Director’s Biography
Frederick Wiseman is probably one of today’s greatest living documentary filmmakers. For close to thirty years, thanks to the Public Broadcast Service (PBS), he has created an exceptional body of work consisting of thirty full length films devoted primarily to exploring American institutions. Over time these films have become a record of the western world.

Early in his career, Wiseman examined institutions – a hospital, a high school, army basic training, a welfare center, a police precinct. His approach reveals the profound acknowledged and unacknowledged conformity and inequality of American society. Wiseman’s films are also a reflection on democracy.

Curator's Biography

Haida Paul has worked in film and television for over 40 years. Her passion for the documentary form was ignited by the early work of Allan King, the Maysles Brothers & Charlotte Zwerin and, perhaps most significantly, Frederick Wiseman.
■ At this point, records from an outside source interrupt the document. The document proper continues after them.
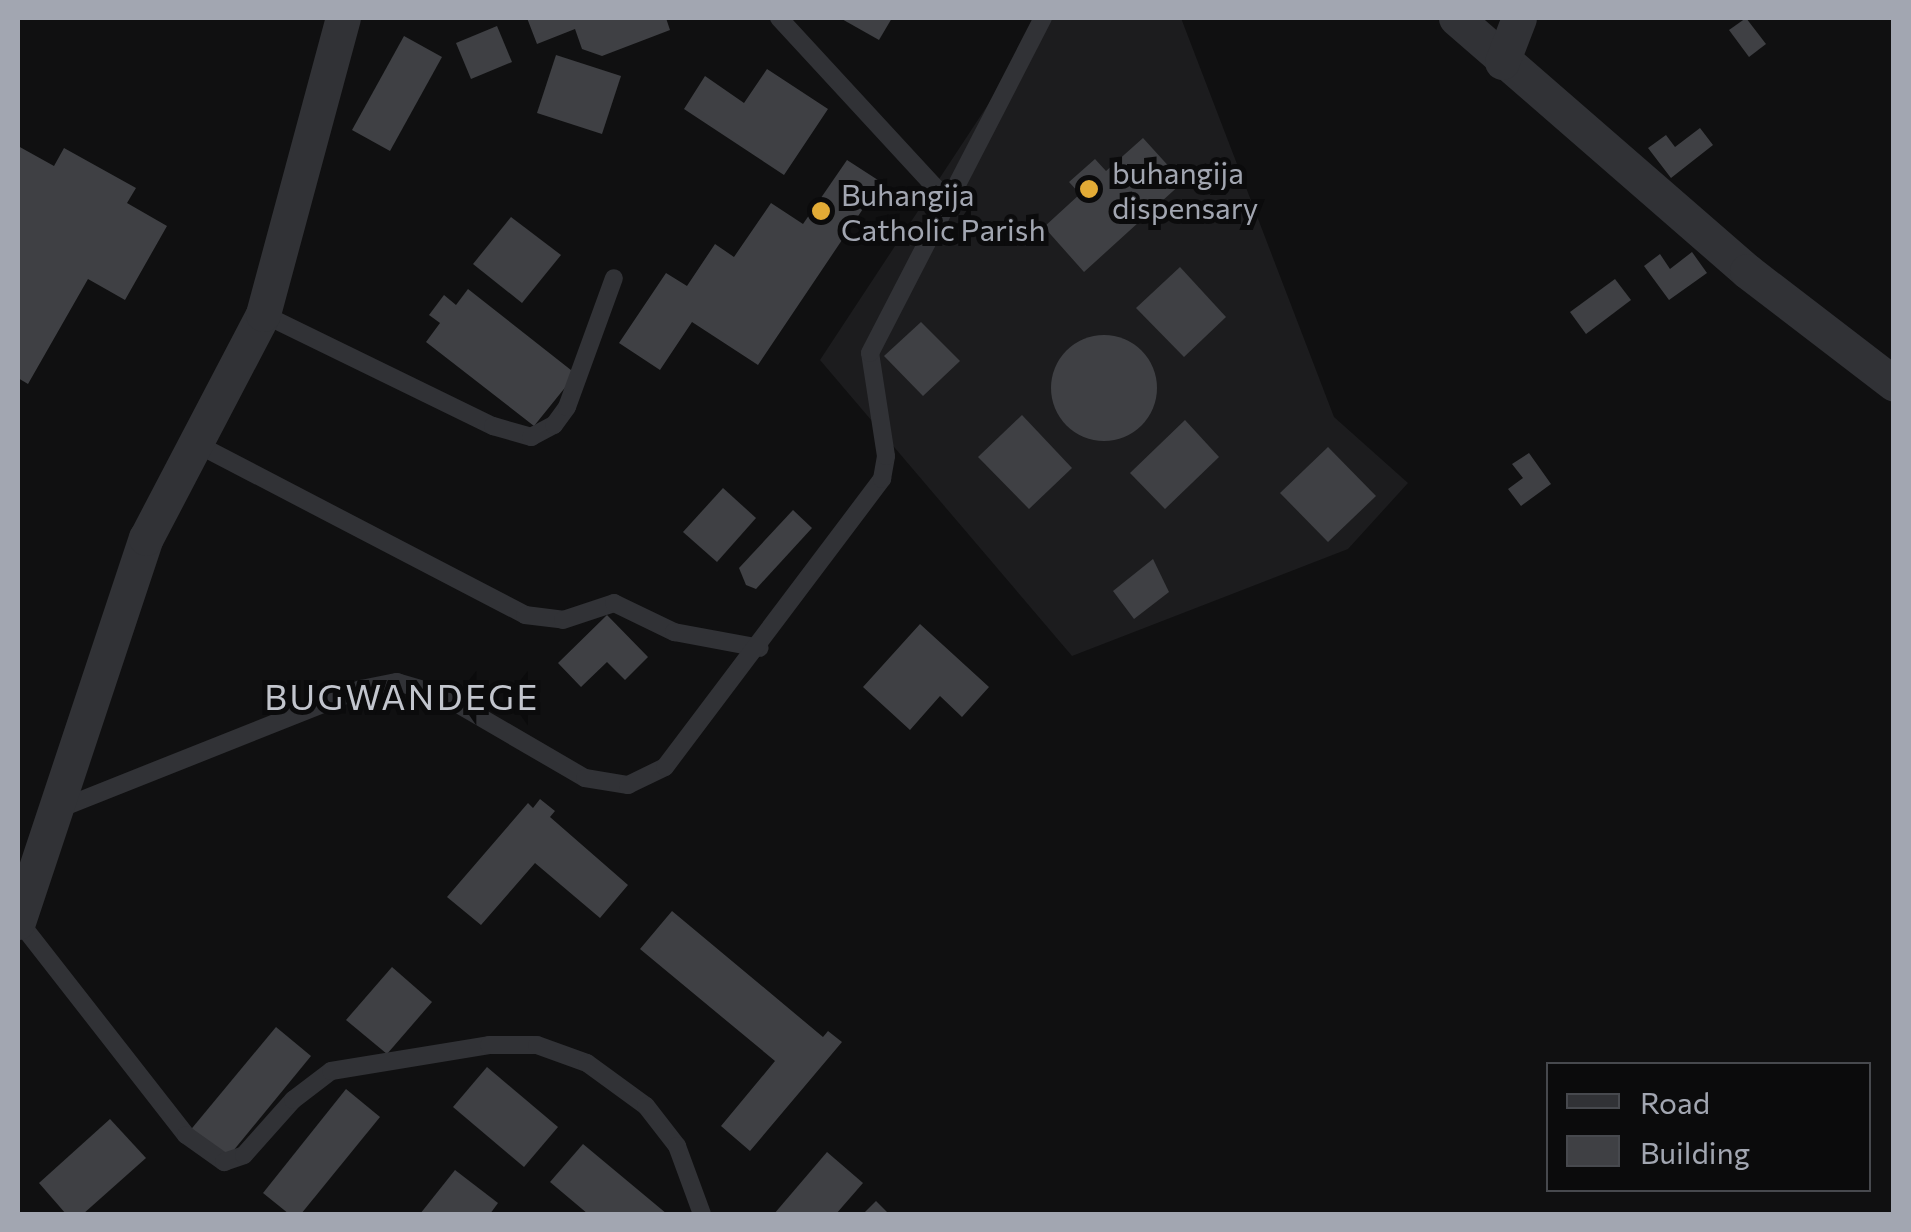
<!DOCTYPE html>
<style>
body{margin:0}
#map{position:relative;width:1911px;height:1232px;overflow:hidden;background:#101011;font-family:Commissioner,sans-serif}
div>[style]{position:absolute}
.built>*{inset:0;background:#1c1c1e}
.building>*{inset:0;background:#3f4044}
.round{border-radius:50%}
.lane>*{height:18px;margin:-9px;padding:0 9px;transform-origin:9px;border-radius:9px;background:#313236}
.street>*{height:35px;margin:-17.5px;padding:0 17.5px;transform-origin:17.5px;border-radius:17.5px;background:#313236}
.dots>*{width:28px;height:28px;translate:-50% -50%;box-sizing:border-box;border:5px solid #0b0b0c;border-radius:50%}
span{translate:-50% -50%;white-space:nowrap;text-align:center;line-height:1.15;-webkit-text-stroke:10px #0b0b0c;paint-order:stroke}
.poi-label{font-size:30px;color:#a2a6b1}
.left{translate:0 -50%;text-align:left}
.quarter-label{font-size:35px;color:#c2c5cd;letter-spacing:2.5px}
.frame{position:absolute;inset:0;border:20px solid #a2a6b1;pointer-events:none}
.legend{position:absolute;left:1546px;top:1062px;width:325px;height:130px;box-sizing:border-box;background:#0b0b0c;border:2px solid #47494e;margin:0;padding:12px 18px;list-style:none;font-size:30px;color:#a2a6b1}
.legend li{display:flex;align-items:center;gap:20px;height:50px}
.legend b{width:50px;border:2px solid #47494e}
</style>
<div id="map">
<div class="built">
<i style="clip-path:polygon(1045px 18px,1181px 18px,1334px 417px,1408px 483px,1348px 549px,1072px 656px,820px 360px)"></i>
</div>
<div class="building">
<i style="clip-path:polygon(527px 18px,666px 18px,670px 30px,602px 56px,582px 49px,575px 29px,537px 44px)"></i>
<i style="clip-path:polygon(840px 18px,892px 18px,879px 40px)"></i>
<i style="clip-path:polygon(1746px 18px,1766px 44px,1749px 57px,1729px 30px)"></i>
<i style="clip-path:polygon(497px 26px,512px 62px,471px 79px,456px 43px)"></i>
<i style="clip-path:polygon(404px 36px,442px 57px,390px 151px,352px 130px)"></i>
<i style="clip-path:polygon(556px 55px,621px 76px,602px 134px,537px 113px)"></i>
<i style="clip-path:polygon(767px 69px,828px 109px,784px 175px,684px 109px,705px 76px,744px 103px)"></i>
<i style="clip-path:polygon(1700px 128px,1713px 145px,1671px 178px,1648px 148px,1666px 135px,1675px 147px)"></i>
<i style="clip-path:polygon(1143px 138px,1183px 182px,1084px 272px,1044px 227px,1080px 194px,1069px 182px,1095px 159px,1106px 171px)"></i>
<i style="clip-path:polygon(18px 146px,54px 166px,64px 148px,136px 188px,127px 203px,167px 226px,125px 300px,88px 279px,28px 384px,18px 378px)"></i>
<i style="clip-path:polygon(847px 160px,881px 182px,758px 365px,692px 322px,660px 370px,619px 343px,666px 273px,687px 286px,715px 244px,734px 257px,771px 203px,803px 224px)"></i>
<i style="clip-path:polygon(511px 217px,561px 255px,522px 303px,473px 264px)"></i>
<i style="clip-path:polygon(1692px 252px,1707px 273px,1669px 300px,1644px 266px,1660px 254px,1670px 269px)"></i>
<i style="clip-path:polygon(1180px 267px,1226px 317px,1184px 357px,1136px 308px)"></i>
<i style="clip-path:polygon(1615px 279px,1631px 300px,1586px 334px,1570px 312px)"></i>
<i style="clip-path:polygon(468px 289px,576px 374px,534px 426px,426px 342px,440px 323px,429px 315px,444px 295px,456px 305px)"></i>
<i style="clip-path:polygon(921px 322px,960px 361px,923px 396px,884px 356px)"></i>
<i class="round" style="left:1051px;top:335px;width:106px;height:106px"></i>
<i style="clip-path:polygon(1022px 415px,1072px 468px,1029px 509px,978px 457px)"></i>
<i style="clip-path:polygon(1185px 420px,1219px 457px,1165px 509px,1130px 473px)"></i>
<i style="clip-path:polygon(1328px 447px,1376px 496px,1328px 542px,1280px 493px)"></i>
<i style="clip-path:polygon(1529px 453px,1551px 484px,1521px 506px,1508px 489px,1523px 478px,1512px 464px)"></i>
<i style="clip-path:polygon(723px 488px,756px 518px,717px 562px,683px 532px)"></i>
<i style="clip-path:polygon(793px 510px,812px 528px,756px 589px,746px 585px,739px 568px)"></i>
<i style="clip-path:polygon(1153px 559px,1169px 592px,1134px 619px,1113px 591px)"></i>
<i style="clip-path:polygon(607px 615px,648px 657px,625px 680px,607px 662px,581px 687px,558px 663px)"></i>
<i style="clip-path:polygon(920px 624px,989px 687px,962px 717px,940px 696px,910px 730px,863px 687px)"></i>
<i style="clip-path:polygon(540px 799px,555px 811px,550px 817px,628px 885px,600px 918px,535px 863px,481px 925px,447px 897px,528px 803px,533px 808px)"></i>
<i style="clip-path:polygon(672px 911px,823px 1037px,828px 1031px,842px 1042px,750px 1151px,721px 1126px,775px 1061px,640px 949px)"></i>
<i style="clip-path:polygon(392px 967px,432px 1002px,387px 1054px,346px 1020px)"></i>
<i style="clip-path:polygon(276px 1027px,311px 1056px,224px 1162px,188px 1133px)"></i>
<i style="clip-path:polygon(487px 1067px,558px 1127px,524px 1167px,453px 1107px)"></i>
<i style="clip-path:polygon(346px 1089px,380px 1117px,301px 1214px,289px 1214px,263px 1193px)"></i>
<i style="clip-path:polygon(110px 1119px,146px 1158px,83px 1214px,66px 1214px,39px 1183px)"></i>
<i style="clip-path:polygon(583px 1144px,667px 1214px,588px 1214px,550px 1182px)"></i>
<i style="clip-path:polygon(827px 1152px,863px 1183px,836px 1214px,774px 1214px)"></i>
<i style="clip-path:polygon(455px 1170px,498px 1203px,490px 1214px,420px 1214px)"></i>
<i style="clip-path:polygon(876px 1201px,889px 1214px,863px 1214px)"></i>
</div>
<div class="lane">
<i style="left:779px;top:18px;width:249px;rotate:47.3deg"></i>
<i style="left:263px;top:314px;width:256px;rotate:26deg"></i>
<i style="left:493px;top:426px;width:40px;rotate:16deg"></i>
<i style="left:531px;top:437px;width:26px;rotate:-28deg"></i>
<i style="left:554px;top:425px;width:22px;rotate:-54deg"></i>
<i style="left:567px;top:407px;width:137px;rotate:-70deg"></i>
<i style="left:195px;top:443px;width:372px;rotate:27.5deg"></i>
<i style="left:525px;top:615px;width:38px;rotate:7deg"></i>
<i style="left:563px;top:620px;width:54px;rotate:-18.4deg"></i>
<i style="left:614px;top:603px;width:67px;rotate:25.8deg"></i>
<i style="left:674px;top:632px;width:87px;rotate:10.5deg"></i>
<i style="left:59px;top:809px;width:325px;rotate:-21.7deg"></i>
<i style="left:361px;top:689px;width:37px;rotate:-11deg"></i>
<i style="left:397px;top:682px;width:49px;rotate:16.6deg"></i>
<i style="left:444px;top:696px;width:163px;rotate:30.2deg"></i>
<i style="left:585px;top:778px;width:44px;rotate:9.2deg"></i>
<i style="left:628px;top:785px;width:41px;rotate:-25.9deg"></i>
<i style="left:665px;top:767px;width:361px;rotate:-53deg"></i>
<i style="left:882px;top:479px;width:23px;rotate:-80deg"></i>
<i style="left:886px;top:456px;width:104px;rotate:-98.8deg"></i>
<i style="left:870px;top:353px;width:377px;rotate:-62.7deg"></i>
<i style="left:18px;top:920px;width:273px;rotate:52deg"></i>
<i style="left:186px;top:1135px;width:47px;rotate:35.4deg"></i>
<i style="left:224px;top:1162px;width:21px;rotate:-19deg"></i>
<i style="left:244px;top:1155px;width:74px;rotate:-48.3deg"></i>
<i style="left:293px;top:1100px;width:48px;rotate:-37.3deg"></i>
<i style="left:331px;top:1071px;width:160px;rotate:-9.3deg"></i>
<i style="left:489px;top:1045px;width:48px"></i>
<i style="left:537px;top:1045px;width:53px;rotate:19.8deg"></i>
<i style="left:587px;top:1063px;width:73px;rotate:36.1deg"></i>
<i style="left:646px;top:1106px;width:51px;rotate:52.2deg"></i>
<i style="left:677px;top:1146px;width:72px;rotate:69.8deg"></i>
</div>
<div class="street">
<i style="left:1456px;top:18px;width:386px;rotate:41deg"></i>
<i style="left:1747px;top:271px;width:185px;rotate:37.5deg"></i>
<i style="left:1502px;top:62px;width:47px;rotate:-68.9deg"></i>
<i style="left:18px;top:922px;width:405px;rotate:-71.6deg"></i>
<i style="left:146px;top:538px;width:253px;rotate:-62.4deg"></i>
<i style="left:263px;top:314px;width:307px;rotate:-74.9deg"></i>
</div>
<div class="dots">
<i style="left:1089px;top:189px;background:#e2ab36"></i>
<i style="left:821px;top:211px;background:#e2ab36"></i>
</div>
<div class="poi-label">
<span class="left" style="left:1112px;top:189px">buhangija<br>dispensary</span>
<span class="left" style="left:841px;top:211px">Buhangija<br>Catholic Parish</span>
</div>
<div class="quarter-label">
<span style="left:402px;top:696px">BUGWANDEGE</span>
</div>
<div class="frame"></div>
<ul class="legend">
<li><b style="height:12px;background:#313236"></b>Road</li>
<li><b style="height:28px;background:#3f4044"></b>Building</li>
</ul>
</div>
Over the years she has collaborated with independent filmmakers from Canada, India, Britain, the United States, the Philippines, Vietnam, and Indonesia. Her teaching activities include apprenticeship training for Directors’ Guild of Canada, workshops and seminars with Cineworks Canada, sessional lecturer at Simon Fraser University, Emily Carr University, and the University of British Columbia.